Work task – Beginning with the first line of the data below, extract each line up to and including the one containing "position:absolute; translate:-50% -60px;". Copy them exactly and add nothing.

Start of Data for analysis

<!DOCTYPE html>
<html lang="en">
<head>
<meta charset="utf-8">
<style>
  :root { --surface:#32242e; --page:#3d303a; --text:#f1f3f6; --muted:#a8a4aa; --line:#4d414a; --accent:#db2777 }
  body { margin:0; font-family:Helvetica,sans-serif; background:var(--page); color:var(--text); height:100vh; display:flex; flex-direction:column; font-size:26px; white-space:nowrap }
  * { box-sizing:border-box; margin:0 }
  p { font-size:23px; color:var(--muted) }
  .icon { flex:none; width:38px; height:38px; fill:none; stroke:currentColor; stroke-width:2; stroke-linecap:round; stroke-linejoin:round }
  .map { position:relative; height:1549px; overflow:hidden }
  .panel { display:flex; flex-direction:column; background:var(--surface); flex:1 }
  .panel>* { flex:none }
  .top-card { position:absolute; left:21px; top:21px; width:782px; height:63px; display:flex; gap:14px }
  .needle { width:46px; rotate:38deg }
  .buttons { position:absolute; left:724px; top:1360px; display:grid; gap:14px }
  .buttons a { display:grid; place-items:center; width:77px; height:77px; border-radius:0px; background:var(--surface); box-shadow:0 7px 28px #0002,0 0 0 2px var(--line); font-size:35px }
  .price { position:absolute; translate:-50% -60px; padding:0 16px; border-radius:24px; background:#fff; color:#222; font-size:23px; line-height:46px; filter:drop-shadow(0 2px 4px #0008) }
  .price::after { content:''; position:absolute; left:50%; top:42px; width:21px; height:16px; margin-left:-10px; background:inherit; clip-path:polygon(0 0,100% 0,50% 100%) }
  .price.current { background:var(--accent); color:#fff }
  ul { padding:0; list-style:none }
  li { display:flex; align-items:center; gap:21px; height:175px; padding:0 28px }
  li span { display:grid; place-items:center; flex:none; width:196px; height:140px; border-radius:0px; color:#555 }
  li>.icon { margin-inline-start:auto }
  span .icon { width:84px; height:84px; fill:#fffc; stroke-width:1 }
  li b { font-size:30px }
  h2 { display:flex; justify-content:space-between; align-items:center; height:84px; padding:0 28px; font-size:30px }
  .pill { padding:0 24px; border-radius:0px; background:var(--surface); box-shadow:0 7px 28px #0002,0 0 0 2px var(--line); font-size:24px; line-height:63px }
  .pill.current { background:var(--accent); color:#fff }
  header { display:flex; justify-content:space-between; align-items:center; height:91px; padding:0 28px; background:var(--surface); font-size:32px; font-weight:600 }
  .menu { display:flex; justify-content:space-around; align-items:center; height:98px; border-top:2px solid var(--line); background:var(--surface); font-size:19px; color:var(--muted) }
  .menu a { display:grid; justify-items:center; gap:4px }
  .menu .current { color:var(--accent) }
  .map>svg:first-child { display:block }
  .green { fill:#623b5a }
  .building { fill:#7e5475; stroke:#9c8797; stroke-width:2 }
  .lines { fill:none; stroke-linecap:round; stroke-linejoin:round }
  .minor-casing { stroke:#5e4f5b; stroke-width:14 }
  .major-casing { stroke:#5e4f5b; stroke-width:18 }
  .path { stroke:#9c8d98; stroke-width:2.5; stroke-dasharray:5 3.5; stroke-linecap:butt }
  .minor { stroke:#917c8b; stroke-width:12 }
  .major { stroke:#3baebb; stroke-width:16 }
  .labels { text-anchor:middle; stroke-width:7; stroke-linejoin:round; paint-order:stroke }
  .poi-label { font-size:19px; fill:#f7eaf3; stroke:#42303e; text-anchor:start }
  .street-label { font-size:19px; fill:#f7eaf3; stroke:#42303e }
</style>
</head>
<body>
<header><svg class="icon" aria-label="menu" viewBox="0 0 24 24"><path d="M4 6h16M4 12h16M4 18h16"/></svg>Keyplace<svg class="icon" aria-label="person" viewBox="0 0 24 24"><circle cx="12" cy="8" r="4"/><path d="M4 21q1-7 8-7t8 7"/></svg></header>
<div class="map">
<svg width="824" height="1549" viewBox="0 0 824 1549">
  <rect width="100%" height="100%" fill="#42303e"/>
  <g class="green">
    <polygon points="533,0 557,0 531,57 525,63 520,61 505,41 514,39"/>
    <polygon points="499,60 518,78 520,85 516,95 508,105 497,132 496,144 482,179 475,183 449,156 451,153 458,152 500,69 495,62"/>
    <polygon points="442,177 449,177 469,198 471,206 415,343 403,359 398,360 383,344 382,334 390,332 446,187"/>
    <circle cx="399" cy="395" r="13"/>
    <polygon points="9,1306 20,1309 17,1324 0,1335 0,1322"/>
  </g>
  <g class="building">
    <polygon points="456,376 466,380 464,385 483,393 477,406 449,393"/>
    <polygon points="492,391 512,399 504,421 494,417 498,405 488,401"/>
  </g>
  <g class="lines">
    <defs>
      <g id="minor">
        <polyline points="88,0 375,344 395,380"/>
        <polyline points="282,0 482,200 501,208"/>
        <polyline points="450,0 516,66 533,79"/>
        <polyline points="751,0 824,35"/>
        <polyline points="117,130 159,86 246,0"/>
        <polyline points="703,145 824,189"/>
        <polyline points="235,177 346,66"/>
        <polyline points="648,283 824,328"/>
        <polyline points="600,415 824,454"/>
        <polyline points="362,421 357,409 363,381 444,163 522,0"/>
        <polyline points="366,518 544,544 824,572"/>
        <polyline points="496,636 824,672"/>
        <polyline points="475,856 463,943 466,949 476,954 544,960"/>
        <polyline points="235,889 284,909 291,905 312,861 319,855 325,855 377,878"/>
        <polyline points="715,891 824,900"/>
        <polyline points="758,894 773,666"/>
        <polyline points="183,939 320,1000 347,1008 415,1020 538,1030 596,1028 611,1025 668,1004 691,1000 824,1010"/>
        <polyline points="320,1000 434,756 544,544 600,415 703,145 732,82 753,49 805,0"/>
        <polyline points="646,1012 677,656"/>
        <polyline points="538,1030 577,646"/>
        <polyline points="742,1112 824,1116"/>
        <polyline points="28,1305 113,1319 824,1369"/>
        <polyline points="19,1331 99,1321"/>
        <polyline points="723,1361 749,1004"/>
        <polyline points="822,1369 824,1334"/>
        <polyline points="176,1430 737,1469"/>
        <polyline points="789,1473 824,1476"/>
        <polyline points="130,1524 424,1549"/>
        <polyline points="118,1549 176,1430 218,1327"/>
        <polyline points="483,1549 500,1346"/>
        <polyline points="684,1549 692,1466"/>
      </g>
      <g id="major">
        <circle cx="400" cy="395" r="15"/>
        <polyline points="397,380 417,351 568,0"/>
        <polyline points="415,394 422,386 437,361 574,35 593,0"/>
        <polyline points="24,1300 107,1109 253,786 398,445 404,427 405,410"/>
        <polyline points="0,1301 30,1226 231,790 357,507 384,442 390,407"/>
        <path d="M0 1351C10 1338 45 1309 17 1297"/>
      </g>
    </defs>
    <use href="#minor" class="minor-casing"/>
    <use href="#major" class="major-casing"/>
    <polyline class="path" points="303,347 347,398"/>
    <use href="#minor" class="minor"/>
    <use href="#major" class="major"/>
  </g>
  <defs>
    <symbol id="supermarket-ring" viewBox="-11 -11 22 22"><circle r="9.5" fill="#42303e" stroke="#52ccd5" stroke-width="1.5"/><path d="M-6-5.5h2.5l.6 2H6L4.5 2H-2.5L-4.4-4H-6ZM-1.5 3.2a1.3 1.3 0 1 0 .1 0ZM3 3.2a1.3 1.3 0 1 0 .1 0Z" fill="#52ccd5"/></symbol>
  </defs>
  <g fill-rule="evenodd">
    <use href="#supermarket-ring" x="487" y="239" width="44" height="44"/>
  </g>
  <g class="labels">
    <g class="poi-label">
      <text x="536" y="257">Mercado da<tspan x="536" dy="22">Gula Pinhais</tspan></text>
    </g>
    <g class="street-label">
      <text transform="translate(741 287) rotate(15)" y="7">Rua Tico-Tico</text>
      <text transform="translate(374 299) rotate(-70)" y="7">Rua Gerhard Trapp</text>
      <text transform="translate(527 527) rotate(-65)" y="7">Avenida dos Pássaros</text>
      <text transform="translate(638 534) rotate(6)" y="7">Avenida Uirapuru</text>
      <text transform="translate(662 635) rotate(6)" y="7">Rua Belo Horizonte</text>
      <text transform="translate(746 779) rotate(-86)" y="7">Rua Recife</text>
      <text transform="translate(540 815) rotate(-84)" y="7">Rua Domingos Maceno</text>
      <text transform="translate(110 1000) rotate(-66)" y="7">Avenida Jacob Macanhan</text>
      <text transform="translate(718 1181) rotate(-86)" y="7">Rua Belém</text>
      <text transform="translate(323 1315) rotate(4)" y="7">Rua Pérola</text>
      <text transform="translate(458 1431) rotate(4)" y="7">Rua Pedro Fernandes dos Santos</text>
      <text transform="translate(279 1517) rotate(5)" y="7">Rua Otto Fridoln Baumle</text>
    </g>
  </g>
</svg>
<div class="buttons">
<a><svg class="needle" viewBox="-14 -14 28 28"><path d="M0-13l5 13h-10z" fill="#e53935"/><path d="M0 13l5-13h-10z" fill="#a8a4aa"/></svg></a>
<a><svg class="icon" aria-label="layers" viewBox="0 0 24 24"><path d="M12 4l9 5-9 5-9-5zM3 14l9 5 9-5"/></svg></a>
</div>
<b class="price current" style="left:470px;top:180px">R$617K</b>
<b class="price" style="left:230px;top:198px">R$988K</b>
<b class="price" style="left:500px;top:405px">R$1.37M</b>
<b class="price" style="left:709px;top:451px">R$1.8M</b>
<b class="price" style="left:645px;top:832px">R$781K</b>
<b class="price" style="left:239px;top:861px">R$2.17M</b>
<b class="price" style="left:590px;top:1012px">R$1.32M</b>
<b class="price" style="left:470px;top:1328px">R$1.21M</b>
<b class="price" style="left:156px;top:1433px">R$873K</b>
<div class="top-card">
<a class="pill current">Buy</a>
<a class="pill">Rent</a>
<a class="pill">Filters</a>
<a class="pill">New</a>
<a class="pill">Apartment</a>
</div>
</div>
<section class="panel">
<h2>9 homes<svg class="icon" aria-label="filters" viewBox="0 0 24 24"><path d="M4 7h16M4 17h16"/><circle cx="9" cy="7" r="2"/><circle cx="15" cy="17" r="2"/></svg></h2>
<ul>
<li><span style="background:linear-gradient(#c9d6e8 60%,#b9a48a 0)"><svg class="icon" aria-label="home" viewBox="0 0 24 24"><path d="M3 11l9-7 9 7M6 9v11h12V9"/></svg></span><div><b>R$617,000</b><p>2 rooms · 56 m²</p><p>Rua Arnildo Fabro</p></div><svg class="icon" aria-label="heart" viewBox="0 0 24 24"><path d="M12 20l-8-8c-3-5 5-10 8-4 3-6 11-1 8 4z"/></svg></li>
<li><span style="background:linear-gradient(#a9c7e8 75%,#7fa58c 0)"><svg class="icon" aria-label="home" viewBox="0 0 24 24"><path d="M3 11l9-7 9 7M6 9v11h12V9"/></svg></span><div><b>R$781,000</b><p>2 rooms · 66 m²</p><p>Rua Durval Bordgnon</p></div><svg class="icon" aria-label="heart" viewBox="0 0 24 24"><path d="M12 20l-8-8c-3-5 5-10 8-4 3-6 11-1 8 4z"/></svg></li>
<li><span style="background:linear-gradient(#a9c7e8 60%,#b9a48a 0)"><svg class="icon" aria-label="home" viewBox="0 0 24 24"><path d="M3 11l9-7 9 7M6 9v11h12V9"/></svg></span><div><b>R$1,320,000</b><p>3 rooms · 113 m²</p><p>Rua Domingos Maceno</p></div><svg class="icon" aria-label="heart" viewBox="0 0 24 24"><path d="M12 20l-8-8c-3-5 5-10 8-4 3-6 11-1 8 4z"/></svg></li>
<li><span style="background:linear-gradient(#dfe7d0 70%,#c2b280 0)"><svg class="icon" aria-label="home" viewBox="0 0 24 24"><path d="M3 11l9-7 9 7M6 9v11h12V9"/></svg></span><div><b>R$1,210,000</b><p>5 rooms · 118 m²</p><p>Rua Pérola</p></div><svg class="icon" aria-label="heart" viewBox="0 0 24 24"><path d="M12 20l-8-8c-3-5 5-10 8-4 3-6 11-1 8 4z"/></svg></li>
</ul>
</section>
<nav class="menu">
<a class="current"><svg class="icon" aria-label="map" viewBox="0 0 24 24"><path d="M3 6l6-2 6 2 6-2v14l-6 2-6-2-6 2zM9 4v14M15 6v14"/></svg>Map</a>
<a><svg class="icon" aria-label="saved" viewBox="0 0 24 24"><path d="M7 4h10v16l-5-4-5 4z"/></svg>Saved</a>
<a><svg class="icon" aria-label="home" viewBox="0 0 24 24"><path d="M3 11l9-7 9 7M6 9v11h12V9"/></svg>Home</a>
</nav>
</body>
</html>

End of Data for analysis

Task result –
<!DOCTYPE html>
<html lang="en">
<head>
<meta charset="utf-8">
<style>
  :root { --surface:#32242e; --page:#3d303a; --text:#f1f3f6; --muted:#a8a4aa; --line:#4d414a; --accent:#db2777 }
  body { margin:0; font-family:Helvetica,sans-serif; background:var(--page); color:var(--text); height:100vh; display:flex; flex-direction:column; font-size:26px; white-space:nowrap }
  * { box-sizing:border-box; margin:0 }
  p { font-size:23px; color:var(--muted) }
  .icon { flex:none; width:38px; height:38px; fill:none; stroke:currentColor; stroke-width:2; stroke-linecap:round; stroke-linejoin:round }
  .map { position:relative; height:1549px; overflow:hidden }
  .panel { display:flex; flex-direction:column; background:var(--surface); flex:1 }
  .panel>* { flex:none }
  .top-card { position:absolute; left:21px; top:21px; width:782px; height:63px; display:flex; gap:14px }
  .needle { width:46px; rotate:38deg }
  .buttons { position:absolute; left:724px; top:1360px; display:grid; gap:14px }
  .buttons a { display:grid; place-items:center; width:77px; height:77px; border-radius:0px; background:var(--surface); box-shadow:0 7px 28px #0002,0 0 0 2px var(--line); font-size:35px }
  .price { position:absolute; translate:-50% -60px; padding:0 16px; border-radius:24px; background:#fff; color:#222; font-size:23px; line-height:46px; filter:drop-shadow(0 2px 4px #0008) }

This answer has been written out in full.